Lott also found that illegal immigrants tend to commit more serious crimes, serve 10.5 percent longer sentences, are more likely to be classified as dangerous, and are 45 percent more likely to be gang members than U.S. citizens. They are also much more likely to commit sexual offenses against minors, sexual assault, DUI, and armed robbery.
“If illegal immigrants committed crime nationally as they do in Arizona, in 2016 they would have been responsible for over 1,000 more murders, 5,200 rapes, 8,900 robberies, 25,300 aggravated assaults, and 26,900 burglaries,” Lott said in his summary.
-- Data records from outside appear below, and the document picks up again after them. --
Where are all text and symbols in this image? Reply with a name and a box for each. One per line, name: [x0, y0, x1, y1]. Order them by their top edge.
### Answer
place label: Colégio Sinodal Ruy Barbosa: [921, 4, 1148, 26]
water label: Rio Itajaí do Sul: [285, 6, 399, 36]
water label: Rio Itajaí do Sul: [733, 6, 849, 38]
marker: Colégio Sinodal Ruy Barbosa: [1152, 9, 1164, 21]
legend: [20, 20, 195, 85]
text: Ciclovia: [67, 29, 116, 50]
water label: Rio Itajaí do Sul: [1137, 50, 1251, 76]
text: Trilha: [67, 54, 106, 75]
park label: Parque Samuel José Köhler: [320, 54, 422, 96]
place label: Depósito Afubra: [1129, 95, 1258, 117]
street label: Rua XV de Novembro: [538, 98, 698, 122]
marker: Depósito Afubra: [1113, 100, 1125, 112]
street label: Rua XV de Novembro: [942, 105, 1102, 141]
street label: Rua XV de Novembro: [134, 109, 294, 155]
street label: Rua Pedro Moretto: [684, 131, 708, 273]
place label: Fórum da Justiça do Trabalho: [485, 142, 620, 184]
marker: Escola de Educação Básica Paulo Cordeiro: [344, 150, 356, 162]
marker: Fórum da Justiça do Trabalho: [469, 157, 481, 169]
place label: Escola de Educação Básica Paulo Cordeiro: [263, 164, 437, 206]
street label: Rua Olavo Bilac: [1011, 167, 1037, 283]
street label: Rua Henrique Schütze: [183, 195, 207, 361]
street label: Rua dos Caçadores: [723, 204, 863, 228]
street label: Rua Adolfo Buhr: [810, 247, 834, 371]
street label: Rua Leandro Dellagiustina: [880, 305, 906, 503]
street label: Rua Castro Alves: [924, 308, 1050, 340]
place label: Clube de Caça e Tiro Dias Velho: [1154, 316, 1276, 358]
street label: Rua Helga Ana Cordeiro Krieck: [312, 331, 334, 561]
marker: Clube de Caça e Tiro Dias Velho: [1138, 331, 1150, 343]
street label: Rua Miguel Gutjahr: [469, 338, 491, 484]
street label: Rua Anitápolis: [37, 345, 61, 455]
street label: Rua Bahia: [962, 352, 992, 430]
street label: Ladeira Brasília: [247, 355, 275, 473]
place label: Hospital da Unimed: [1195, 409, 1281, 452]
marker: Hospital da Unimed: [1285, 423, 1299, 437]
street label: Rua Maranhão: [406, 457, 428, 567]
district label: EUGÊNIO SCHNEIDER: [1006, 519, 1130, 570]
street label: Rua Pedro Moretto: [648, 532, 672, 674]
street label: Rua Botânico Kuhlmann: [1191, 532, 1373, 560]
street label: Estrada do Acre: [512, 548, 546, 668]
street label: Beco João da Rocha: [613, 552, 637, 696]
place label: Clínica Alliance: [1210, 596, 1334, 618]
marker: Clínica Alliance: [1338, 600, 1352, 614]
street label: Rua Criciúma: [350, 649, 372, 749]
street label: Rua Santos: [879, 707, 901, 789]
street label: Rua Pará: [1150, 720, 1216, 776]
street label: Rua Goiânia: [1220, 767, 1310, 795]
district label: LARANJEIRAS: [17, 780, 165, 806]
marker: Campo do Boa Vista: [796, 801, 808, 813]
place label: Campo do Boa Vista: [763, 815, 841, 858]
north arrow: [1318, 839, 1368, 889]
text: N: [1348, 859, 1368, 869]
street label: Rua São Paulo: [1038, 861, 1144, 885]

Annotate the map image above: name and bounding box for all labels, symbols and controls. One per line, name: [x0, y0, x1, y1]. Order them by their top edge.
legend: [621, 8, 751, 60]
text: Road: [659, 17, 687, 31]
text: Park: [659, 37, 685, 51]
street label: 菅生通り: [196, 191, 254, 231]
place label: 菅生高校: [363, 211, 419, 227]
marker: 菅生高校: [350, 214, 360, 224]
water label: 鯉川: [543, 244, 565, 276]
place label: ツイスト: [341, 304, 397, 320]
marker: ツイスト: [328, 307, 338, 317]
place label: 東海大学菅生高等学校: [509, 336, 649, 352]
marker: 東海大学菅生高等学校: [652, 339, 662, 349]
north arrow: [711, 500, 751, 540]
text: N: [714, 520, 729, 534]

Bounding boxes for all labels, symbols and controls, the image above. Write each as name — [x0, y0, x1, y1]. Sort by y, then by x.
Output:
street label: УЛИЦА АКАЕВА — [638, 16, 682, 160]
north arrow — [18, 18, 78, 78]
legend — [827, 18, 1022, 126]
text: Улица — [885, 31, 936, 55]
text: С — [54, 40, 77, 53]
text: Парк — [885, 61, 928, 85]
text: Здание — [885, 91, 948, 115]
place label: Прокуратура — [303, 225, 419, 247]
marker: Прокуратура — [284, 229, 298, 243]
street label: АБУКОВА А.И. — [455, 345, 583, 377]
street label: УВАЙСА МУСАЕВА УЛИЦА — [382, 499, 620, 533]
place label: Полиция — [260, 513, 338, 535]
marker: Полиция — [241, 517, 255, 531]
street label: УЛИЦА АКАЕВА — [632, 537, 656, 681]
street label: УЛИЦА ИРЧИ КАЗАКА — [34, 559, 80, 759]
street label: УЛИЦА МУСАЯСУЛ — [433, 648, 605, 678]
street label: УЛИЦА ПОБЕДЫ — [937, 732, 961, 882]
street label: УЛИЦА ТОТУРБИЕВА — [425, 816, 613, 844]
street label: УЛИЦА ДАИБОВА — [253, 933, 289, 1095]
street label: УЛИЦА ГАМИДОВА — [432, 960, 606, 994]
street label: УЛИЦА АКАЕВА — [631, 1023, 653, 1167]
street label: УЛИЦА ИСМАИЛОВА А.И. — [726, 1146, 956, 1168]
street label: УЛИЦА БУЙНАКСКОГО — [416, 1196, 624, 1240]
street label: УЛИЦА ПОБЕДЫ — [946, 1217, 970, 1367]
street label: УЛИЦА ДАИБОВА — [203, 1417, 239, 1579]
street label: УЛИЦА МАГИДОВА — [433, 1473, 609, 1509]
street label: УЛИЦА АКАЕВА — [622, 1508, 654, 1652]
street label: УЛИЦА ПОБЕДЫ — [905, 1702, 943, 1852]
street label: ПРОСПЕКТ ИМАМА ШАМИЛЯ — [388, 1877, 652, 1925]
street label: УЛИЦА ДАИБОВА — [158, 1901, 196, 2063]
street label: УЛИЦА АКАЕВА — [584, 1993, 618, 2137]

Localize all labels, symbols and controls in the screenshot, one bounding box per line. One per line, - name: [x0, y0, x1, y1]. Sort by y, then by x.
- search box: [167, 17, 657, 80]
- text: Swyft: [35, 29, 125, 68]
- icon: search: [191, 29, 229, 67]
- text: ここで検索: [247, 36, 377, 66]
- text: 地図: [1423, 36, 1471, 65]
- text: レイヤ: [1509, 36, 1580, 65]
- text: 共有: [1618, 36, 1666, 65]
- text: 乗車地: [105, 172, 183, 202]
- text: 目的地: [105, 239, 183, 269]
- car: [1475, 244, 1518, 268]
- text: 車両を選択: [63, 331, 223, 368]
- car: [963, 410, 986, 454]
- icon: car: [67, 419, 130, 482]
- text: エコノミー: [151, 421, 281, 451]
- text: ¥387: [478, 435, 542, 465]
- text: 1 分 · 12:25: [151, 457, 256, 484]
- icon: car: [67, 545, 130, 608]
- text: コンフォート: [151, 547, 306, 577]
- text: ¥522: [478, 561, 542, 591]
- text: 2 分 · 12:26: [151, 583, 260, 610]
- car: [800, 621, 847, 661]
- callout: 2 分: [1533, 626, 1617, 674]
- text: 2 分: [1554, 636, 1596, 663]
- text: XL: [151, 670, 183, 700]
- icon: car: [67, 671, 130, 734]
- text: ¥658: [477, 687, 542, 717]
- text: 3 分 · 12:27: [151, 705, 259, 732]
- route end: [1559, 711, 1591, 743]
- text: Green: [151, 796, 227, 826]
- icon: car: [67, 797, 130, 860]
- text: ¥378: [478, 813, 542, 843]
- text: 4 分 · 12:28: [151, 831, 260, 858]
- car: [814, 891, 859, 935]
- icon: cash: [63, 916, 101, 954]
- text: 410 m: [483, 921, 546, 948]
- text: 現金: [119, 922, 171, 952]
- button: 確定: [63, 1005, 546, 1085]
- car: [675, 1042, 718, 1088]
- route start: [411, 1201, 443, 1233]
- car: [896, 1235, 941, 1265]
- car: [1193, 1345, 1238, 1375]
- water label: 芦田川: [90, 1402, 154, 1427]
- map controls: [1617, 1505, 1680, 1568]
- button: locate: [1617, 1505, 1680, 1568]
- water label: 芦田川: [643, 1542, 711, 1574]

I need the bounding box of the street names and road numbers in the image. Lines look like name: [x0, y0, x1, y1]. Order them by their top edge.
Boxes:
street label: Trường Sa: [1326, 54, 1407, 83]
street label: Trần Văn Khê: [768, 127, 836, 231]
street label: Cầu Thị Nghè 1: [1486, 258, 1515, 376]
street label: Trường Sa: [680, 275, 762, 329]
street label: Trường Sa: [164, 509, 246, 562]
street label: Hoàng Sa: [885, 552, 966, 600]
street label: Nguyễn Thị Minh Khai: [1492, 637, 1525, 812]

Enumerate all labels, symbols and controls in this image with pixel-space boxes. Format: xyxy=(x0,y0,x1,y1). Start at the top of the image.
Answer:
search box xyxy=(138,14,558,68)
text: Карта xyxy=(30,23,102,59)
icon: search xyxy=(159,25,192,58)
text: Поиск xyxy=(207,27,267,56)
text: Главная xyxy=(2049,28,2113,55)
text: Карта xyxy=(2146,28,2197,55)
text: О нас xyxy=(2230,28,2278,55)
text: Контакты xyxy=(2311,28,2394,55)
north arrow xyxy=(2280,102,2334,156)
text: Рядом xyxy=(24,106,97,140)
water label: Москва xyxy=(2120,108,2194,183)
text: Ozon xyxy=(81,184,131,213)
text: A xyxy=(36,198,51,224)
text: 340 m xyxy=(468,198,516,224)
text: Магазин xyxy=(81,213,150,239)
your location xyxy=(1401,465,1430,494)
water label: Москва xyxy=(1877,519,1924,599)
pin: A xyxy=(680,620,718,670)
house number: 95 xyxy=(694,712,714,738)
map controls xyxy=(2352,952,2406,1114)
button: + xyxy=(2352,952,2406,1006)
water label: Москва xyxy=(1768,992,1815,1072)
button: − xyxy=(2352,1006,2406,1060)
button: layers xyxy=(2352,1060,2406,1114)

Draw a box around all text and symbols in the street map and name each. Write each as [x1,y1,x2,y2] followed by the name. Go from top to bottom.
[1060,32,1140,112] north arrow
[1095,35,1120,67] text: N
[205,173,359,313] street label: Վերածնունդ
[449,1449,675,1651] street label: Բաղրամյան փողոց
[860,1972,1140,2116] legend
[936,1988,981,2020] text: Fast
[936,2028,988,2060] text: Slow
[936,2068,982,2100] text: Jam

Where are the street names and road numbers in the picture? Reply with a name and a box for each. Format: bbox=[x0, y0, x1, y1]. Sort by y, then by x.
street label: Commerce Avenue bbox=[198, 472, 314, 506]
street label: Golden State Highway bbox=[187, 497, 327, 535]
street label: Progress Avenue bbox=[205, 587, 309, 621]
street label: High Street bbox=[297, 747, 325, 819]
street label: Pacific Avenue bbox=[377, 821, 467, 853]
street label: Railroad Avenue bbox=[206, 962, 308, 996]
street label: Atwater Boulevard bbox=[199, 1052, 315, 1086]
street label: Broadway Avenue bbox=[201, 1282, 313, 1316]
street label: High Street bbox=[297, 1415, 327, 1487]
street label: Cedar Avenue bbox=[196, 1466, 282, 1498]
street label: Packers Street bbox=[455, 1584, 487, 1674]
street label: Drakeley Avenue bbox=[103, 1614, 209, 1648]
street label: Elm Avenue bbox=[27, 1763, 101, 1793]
Lott said the data used in his report includes detailed information on all prisoners who entered the Arizona state prison from January 1985 through June 2017. The data provided allowed the CPRC to separate non-U.S. citizens into illegal or legal groups, which is the first time such a distinction has been available in data.
The data represent all prisoners who entered the Arizona Department of Corrections for the last 32 years.
45%
By lumping together documented and undocumented immigrants, previous research has missed out on the huge differences between these two groups, the report said.
“As we will see, documented and undocumented immigrants have vastly different incarceration rates in Arizona.” Lott said. “Undocumented immigrants have the highest rates, whereas documented immigrants actually have lower rates than do U.S. citizens.”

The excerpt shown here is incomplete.